➀多数派の私たちと異なる感覚をもっている
➁多数派の私たちより繊細で感受性が強い
③多数派の私たちより不安が強い為、安心できる環境を好む
感覚過敏さ、繊細さ、不安が強いという点が元々の原因で、特定の刺激にこだわったり、社会性がないように誤解されたり、コミュニケーションがうまくいかなかったりすることが多くあります。では、これらについて実例を紹介しながら、考えてみましょう。

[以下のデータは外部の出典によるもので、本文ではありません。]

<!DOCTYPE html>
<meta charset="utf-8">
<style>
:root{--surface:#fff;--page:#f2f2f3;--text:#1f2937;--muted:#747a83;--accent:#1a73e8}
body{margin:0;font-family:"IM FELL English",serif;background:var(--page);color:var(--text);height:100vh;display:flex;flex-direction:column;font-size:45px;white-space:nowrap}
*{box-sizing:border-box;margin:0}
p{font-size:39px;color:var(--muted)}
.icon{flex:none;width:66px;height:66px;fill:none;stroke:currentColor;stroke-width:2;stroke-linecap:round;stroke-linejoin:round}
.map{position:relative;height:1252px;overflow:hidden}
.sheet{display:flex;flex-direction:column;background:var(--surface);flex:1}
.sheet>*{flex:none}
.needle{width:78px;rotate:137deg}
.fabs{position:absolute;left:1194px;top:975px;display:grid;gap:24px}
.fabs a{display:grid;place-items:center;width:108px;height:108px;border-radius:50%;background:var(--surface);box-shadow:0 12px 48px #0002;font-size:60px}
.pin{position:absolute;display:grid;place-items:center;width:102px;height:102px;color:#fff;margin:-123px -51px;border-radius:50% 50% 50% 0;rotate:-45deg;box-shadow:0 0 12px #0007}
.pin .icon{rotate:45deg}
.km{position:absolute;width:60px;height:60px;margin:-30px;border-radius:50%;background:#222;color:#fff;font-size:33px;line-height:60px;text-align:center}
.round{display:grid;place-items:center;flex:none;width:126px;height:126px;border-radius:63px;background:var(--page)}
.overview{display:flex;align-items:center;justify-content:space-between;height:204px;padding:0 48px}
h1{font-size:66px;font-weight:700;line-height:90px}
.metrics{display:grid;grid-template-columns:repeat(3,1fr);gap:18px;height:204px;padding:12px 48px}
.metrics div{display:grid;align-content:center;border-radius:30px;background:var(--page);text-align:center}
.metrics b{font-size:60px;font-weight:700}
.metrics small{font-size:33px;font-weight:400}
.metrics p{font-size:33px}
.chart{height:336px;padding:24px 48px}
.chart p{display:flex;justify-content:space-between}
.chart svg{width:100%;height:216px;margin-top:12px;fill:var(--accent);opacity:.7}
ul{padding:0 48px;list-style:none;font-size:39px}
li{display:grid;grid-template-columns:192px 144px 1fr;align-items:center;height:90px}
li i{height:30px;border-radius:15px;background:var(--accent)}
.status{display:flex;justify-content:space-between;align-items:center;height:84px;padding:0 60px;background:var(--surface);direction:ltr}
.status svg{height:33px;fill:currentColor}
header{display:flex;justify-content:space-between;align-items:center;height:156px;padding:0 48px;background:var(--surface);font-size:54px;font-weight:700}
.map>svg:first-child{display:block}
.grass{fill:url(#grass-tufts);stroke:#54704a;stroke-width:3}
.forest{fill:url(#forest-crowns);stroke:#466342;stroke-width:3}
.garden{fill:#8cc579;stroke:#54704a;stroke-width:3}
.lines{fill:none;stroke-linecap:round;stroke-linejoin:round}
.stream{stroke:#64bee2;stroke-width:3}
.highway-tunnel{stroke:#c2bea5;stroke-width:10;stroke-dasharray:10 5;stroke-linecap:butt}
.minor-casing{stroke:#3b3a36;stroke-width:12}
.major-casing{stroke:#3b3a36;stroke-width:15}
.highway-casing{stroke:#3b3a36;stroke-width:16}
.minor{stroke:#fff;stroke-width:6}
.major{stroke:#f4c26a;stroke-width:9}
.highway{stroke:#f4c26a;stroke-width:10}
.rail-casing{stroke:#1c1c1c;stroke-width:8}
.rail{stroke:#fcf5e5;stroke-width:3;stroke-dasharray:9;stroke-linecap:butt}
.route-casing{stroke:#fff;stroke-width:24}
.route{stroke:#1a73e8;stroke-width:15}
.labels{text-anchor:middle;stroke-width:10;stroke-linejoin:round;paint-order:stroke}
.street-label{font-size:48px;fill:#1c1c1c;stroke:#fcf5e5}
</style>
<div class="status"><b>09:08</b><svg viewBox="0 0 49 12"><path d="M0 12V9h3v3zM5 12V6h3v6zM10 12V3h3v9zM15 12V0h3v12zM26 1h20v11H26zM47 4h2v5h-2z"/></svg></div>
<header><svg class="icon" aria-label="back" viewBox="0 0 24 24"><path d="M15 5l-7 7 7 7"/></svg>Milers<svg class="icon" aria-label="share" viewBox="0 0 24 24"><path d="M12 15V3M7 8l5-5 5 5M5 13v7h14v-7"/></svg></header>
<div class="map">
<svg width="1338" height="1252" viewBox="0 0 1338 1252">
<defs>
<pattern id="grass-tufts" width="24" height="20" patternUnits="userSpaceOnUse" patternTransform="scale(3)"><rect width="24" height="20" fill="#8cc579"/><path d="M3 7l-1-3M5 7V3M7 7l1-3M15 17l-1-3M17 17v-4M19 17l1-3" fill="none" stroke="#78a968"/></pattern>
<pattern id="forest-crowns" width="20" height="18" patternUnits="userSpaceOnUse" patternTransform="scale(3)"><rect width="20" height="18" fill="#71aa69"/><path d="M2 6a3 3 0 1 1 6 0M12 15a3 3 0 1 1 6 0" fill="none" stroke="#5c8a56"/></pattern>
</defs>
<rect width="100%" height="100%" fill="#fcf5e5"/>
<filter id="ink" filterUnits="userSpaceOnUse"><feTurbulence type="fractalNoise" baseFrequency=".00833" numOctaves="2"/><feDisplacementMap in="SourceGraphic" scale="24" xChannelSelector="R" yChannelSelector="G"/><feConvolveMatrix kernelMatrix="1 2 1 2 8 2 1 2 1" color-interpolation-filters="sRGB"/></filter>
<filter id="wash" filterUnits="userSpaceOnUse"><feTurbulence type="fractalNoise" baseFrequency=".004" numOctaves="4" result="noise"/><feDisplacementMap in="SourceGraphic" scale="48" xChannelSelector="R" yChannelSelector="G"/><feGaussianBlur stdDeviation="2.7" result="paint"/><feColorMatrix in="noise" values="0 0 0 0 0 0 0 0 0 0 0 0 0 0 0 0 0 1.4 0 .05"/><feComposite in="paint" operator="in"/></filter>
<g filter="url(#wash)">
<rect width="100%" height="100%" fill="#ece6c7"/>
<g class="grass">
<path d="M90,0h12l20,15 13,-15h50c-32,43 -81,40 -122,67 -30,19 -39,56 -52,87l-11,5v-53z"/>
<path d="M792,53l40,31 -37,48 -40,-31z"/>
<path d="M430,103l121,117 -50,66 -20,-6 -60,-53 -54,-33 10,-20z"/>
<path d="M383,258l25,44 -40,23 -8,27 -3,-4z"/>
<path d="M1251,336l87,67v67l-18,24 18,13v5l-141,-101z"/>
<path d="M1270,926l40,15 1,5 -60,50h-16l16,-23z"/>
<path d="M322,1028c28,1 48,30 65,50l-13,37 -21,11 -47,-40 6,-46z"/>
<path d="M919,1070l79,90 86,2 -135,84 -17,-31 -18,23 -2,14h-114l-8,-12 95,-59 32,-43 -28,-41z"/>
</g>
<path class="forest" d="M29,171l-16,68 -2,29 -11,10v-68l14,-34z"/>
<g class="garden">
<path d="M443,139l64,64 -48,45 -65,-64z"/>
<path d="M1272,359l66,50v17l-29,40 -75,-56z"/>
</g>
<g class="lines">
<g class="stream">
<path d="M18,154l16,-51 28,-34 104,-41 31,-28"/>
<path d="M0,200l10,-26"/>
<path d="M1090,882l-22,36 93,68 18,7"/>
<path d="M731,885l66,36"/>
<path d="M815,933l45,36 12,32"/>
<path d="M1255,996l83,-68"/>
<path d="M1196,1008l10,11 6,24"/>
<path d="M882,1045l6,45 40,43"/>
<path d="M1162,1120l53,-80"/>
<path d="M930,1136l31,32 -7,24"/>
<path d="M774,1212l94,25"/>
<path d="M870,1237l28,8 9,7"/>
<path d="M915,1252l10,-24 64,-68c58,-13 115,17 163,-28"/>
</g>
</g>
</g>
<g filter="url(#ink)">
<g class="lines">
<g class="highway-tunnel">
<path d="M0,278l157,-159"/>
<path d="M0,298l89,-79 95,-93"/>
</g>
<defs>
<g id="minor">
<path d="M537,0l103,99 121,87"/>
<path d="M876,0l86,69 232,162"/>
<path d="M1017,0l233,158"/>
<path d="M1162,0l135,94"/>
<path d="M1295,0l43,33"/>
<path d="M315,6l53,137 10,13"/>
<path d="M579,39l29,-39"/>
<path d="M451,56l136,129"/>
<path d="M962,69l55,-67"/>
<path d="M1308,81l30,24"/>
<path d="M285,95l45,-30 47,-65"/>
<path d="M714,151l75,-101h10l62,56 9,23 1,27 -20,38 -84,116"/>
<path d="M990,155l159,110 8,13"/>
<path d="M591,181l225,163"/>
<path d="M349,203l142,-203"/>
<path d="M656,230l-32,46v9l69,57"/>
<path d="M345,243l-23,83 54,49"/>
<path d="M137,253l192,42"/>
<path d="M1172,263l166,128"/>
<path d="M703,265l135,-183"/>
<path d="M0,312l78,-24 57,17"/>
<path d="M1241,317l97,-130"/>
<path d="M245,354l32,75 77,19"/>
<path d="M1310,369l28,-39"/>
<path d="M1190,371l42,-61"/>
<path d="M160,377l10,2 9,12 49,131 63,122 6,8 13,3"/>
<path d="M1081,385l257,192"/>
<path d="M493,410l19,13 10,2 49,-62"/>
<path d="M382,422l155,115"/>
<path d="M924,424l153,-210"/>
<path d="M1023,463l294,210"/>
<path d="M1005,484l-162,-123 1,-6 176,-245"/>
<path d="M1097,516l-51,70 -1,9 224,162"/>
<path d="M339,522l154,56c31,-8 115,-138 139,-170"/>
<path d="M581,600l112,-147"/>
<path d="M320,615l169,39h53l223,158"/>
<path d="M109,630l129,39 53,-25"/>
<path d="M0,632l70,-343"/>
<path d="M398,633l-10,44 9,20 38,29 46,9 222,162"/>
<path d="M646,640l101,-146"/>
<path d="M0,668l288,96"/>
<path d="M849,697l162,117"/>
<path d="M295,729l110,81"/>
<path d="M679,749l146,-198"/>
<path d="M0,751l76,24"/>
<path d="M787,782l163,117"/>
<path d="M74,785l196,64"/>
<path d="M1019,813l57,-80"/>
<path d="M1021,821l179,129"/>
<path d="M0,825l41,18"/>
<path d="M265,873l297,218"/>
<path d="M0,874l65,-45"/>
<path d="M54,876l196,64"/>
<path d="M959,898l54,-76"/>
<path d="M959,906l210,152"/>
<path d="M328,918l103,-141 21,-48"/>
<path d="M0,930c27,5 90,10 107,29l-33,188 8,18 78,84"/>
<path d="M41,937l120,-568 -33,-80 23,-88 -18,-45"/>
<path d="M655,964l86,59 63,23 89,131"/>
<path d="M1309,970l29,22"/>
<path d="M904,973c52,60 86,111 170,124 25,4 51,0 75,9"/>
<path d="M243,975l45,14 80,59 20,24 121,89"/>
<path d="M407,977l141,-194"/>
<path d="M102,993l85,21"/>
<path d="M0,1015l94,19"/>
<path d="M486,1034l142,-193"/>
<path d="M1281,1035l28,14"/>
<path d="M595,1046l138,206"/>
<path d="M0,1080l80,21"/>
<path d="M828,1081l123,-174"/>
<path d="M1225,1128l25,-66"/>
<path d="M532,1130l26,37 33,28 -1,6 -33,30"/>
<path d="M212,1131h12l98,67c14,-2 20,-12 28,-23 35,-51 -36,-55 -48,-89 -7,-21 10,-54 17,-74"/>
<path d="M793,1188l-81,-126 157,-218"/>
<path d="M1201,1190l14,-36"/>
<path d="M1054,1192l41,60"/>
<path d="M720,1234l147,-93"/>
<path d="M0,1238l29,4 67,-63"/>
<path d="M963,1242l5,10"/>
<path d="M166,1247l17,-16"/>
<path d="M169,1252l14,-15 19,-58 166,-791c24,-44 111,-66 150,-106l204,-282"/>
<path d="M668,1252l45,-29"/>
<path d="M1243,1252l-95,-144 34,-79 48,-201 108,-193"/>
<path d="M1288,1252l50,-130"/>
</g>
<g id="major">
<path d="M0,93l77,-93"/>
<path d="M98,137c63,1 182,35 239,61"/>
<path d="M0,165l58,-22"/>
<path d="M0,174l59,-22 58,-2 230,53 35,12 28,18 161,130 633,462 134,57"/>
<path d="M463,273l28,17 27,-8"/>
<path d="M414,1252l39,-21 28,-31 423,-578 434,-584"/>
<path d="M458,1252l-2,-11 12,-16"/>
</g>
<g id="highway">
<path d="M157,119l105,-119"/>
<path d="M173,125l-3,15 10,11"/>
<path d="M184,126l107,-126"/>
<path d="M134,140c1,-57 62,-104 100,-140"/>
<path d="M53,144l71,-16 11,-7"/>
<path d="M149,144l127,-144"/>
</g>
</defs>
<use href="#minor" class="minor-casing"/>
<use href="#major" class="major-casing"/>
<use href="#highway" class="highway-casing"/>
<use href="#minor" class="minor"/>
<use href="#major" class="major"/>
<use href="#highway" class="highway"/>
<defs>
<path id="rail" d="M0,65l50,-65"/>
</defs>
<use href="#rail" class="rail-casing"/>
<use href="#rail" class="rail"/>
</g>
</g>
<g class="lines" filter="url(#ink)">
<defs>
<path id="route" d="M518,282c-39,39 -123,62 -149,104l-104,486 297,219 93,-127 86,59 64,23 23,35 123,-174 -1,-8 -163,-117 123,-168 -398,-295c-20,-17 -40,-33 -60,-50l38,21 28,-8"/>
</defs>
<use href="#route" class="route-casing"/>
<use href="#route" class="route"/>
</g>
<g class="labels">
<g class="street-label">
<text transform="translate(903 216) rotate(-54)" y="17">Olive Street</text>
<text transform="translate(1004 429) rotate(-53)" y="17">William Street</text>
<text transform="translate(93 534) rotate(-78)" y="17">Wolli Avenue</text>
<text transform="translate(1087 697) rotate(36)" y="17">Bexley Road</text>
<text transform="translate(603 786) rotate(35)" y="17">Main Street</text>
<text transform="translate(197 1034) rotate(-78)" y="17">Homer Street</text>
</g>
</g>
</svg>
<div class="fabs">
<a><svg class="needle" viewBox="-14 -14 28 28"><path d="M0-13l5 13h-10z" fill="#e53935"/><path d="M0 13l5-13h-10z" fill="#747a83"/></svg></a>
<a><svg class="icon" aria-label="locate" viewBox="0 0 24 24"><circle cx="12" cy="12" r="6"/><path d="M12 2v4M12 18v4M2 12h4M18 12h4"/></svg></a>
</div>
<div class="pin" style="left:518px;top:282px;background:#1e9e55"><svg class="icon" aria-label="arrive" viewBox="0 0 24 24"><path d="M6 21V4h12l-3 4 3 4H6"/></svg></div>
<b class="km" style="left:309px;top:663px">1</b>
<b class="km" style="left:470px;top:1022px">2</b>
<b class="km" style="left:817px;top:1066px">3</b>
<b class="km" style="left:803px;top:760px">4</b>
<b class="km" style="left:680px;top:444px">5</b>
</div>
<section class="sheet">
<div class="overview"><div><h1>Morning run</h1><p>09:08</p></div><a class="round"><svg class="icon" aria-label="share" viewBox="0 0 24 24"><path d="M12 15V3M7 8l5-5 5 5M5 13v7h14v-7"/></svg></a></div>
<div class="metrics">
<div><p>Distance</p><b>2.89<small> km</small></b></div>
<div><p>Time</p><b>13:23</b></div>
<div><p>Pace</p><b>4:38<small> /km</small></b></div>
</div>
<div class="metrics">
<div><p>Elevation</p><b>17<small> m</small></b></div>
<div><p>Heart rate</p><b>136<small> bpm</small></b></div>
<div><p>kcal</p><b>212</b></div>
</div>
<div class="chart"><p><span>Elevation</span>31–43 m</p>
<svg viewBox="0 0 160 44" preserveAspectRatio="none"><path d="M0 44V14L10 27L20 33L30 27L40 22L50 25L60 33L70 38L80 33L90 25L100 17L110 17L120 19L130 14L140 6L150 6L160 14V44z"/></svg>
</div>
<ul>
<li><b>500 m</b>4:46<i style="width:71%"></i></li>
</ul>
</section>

人間は五感(見る・聞く・さわる・味わう・嗅ぐ)を使って生活し、コミュニケーションしています。ASDの子どもたちは、五感の感覚が私たちとは異なるということです。
ASDの子どもによく見られる行動
・坂道を極端に怖がるかと思えば、高いところに平気で登る
・白いご飯しか食べない
・水が大好きで、ずっと水をさわって遊んでいる
・初めての道や場所に対してパニックになる
・手をヒラヒラさせたり、ぐるぐる回る
・繰りかえしのある歌やリズムが大好き
では、自分の五感について考えながら、もし感覚に違いや過敏性があったら、日常生活でどのように困るかを考えてみましょう。子どもが生活や遊びのなかで、どのように五感を使っているのかを「見る・聞く・さわる・味わう・嗅ぐ」に分けて、考えてみましょう。もしその感覚が人と異なって過敏だったり、鈍感だったりしたら、どんなことが起こるでしょうか。ASDの子どもたちの世界を想像してみましょう。
ASDの子どもは、これらの例のように、多数派の私たちとは異なる感覚をもっています。なかでも、見え方、聞こえ方、匂い、身体の感覚、皮膚の感覚、さわったときの感じ方などは、私たちより敏感であったり、鈍感であったりします。それらの感覚の違いによって、遠くのものが近くに見える、突然の大きな音が爆発音のように聞こえる、というような私たちと異なった繊細な、もしくは鈍感な感覚を持ち合わせていることがあります。
それらの感覚の違いを理解していることが大切です。我慢を強要しても、訓練でよくなることはなく、感覚の違いや痛みを和らげるには、まず信頼関係を築き、環境を調整します。
そこで、始めに保育所や幼稚園のなかにも、安心できるスペースをつくってみます。一時避難できるお休み処やリソースルーム、スペースなどが周囲にあれば、「感覚過敏」といわれる感覚の違いも和らげることができます。休む場所があること、安心できる人が近くにいることが重要なのです。